An annual survey of 300 SREs conducted by Catchpoint, a provider of an IT monitoring platform, in collaboration with VMware and the DevOps Institute suggests that the amount of toil—defined as low-level manual tasks—declined 15% in the last year.
Only 22% of respondents claim to be scientifically measuring toil, so, to a degree, the survey results are apocryphal. Overall, the survey, published this week, finds SREs are, not surprisingly, spending the bulk of their time on responding to incidents and outages, followed by participating in postmortem analysis and on-call rotations. The primary sources of toil cited in the survey are too much technical debt, lack of alignment of priorities and goals, lack of appreciation of business value, lack of training and support and lack of collaboration.
In terms of automation adoption, the most common use cases cited are release management, infrastructure management and application management. The tools most commonly employed by SREs are used to monitor infrastructure, networks and application performance. Adoption of artificial intelligence (AI) tools to manage IT operations (AIOps) remains low. The survey also finds respondents are roughly split evenly between centralized (42%) and decentralized (38%) approaches to managing IT. Another 20% said they have adopted a hybrid approach. Lack of visibility across the stack (53%) was the most cited cloud application monitoring challenge.
The survey also finds only half of respondents continually refine their service level objectives (SLOs).
Leo Vasiliou, director of product marketing for Catchpoint, said it’s clear that SREs are becoming more proactive in terms of preventing and containing the impact of IT incidents. The challenge they face is lack of visibility and context as those IT environments become more complex. Complexity is increasing, in part, because of the rise of cloud-native computing platforms running microservices-based applications that have lots of dependencies.
Less clear right now is the percentage of IT environments managed by SREs today. In theory, a single SRE can do the same amount of work as multiple IT administrators by automating processes using various DevOps tools rather than relying on traditional graphical tools. However, SREs are hard to find and retain. It’s also not always apparent to what level of automation needs to be attained to qualify to be an SRE or, for that matter, what certifications may be required. Interest in becoming an SRE is rising, in part, because they typically command higher salaries.
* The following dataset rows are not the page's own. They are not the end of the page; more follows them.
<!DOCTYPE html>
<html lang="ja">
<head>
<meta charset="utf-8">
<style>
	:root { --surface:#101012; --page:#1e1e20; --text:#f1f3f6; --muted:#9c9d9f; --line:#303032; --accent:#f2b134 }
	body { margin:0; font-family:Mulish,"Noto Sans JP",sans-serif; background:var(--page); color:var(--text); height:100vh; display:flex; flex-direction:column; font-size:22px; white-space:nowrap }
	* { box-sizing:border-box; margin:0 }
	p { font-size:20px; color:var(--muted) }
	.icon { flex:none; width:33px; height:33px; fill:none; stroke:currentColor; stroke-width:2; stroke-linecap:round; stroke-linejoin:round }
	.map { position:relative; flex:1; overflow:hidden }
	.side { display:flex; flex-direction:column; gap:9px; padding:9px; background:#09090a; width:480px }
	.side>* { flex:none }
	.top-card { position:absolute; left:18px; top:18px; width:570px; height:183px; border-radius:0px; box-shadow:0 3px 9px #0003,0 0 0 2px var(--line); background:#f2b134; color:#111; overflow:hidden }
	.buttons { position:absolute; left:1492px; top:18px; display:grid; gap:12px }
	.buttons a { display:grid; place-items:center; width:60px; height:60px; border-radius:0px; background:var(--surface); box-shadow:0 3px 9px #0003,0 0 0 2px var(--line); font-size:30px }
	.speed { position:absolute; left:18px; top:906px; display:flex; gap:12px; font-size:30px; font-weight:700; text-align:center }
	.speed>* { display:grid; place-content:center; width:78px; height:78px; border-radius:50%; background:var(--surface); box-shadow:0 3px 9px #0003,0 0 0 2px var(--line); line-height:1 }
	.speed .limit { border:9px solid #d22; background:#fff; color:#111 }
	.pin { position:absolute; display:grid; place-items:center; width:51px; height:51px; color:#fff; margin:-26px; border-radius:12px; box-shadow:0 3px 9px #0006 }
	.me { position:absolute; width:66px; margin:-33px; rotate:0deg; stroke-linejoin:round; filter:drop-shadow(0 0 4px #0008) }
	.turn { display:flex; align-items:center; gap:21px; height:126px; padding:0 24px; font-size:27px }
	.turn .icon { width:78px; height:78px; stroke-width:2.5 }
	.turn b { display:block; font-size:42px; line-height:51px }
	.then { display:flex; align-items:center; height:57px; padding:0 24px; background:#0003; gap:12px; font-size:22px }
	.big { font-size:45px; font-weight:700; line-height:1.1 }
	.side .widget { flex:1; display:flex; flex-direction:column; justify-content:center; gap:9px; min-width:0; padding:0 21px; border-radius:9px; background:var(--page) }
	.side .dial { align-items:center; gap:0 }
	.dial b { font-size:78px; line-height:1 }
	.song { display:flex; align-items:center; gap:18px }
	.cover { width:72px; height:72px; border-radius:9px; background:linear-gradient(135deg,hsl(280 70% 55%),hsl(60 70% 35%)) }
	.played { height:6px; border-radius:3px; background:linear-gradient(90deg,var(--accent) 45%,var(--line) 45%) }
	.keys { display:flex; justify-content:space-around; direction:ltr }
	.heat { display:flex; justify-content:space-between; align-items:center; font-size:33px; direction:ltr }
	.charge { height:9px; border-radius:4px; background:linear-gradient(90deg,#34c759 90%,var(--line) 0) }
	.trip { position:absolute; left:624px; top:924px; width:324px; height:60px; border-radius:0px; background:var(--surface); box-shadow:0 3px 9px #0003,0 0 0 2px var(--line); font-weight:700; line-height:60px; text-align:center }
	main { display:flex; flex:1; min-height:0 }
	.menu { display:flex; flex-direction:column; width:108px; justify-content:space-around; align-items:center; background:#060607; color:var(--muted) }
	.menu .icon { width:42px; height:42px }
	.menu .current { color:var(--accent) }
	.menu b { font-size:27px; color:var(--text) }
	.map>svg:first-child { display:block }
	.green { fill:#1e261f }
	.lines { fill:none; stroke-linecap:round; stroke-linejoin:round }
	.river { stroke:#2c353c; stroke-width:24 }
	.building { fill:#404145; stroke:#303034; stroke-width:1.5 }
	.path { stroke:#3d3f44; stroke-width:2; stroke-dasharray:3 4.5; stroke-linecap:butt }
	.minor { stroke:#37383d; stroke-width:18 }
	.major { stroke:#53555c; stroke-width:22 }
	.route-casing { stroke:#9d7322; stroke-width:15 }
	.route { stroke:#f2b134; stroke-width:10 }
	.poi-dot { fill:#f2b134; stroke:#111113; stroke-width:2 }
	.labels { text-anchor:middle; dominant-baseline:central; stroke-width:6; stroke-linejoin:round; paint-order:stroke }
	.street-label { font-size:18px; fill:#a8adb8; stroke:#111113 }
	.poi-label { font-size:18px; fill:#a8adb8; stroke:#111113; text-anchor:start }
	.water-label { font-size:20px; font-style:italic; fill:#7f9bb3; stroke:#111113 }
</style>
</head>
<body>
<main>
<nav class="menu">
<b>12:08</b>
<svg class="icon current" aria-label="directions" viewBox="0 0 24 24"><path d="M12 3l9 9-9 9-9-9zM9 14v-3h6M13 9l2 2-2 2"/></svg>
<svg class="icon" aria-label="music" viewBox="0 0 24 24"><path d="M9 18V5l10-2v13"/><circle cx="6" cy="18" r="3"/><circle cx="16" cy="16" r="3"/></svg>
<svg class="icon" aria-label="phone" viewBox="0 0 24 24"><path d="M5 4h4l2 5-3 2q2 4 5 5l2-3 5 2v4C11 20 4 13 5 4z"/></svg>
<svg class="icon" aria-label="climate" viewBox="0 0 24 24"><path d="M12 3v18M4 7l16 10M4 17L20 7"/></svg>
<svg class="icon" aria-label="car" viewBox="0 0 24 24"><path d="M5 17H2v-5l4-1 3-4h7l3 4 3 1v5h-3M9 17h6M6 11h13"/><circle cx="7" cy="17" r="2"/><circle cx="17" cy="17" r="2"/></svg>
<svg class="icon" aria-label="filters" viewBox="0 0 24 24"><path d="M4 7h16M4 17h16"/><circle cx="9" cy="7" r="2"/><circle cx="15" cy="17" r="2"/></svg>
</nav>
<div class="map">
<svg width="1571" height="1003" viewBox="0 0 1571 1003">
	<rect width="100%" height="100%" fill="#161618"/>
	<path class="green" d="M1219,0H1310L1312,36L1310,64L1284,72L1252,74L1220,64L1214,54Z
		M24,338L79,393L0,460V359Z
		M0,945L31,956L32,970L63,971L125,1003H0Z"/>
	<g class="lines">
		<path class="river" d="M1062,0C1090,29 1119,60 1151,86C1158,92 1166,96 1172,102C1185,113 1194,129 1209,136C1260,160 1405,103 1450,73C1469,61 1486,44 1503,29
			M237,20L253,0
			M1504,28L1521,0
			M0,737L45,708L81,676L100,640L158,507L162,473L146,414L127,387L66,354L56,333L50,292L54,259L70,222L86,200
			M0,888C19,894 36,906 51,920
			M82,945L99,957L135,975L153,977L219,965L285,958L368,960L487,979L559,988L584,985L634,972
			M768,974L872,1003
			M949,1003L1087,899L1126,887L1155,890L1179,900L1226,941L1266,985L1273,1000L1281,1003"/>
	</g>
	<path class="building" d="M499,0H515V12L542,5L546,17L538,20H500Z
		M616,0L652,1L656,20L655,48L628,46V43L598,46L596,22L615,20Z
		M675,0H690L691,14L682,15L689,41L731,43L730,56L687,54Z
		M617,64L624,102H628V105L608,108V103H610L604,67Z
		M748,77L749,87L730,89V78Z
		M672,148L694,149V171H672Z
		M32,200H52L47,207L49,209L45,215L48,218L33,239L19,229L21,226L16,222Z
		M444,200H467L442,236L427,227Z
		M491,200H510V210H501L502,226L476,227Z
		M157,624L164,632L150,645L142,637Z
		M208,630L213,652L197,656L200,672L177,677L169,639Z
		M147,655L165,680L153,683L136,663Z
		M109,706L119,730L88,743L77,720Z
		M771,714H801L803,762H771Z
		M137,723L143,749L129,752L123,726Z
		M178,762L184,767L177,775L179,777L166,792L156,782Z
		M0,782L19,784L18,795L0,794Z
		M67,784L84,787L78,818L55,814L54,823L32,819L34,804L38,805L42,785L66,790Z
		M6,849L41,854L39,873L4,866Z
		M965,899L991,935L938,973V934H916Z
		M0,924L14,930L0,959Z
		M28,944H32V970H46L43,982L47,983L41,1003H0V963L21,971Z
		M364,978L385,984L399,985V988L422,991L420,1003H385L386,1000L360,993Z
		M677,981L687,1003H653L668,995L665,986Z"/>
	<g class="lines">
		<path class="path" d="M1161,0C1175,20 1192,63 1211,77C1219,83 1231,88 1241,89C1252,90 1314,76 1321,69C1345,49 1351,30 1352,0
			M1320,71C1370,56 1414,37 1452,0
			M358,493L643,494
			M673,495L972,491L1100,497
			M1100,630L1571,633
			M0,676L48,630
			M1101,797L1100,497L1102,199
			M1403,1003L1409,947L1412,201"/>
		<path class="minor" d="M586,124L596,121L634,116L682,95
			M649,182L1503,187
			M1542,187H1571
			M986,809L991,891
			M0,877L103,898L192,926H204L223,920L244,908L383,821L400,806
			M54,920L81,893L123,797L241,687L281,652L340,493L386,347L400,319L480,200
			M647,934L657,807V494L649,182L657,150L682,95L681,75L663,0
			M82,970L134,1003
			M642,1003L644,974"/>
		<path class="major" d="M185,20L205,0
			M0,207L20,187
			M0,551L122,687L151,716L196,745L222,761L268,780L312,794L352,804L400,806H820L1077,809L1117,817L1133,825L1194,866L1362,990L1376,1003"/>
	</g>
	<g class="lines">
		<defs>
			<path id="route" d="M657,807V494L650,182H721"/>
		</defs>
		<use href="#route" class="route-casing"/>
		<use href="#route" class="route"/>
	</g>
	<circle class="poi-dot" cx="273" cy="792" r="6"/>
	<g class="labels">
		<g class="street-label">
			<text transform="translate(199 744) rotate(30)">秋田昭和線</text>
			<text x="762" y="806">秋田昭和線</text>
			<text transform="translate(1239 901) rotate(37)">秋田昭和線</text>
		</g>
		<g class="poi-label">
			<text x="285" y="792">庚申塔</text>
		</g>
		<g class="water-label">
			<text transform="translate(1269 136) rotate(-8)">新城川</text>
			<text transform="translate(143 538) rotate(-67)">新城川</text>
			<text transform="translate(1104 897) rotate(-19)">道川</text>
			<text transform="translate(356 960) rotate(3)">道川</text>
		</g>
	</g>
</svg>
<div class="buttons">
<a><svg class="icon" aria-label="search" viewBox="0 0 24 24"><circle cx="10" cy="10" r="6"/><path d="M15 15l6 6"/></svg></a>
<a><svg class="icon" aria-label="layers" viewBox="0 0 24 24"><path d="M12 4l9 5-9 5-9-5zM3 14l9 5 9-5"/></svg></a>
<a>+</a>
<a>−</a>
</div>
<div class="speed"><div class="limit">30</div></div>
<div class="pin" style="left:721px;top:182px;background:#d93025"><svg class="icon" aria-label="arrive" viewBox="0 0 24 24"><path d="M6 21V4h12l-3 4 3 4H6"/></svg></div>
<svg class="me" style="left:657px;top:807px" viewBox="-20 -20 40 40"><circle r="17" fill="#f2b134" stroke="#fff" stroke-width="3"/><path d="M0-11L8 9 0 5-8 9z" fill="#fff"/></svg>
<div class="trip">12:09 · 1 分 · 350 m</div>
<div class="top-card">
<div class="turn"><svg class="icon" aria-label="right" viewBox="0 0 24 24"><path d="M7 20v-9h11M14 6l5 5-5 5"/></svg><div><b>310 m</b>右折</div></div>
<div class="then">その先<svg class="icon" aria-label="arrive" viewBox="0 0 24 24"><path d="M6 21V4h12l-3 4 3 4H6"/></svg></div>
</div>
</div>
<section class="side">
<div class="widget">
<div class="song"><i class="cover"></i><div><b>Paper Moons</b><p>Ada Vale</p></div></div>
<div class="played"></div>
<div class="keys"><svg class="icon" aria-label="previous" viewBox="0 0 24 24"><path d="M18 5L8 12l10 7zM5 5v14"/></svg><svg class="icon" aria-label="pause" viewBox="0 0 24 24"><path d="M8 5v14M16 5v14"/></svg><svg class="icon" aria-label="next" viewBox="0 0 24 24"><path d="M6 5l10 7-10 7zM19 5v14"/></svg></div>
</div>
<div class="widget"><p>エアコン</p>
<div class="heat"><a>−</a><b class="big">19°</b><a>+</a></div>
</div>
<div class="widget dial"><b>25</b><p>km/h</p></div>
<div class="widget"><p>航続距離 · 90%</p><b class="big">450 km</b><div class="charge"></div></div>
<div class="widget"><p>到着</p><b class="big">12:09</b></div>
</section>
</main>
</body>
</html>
In the meantime, it’s clear organizations will need to find ways to automate the management of IT to a much greater extent. Most organizations cannot afford to hire a small army of IT professionals to manage IT environments that become more complex with each passing day. Everything from DevOps best practices and next-generation observability tools that promise to provide more context to AI platforms will all be part of the mix. The challenge is finding a way to implement those tools before IT management spins further out of control.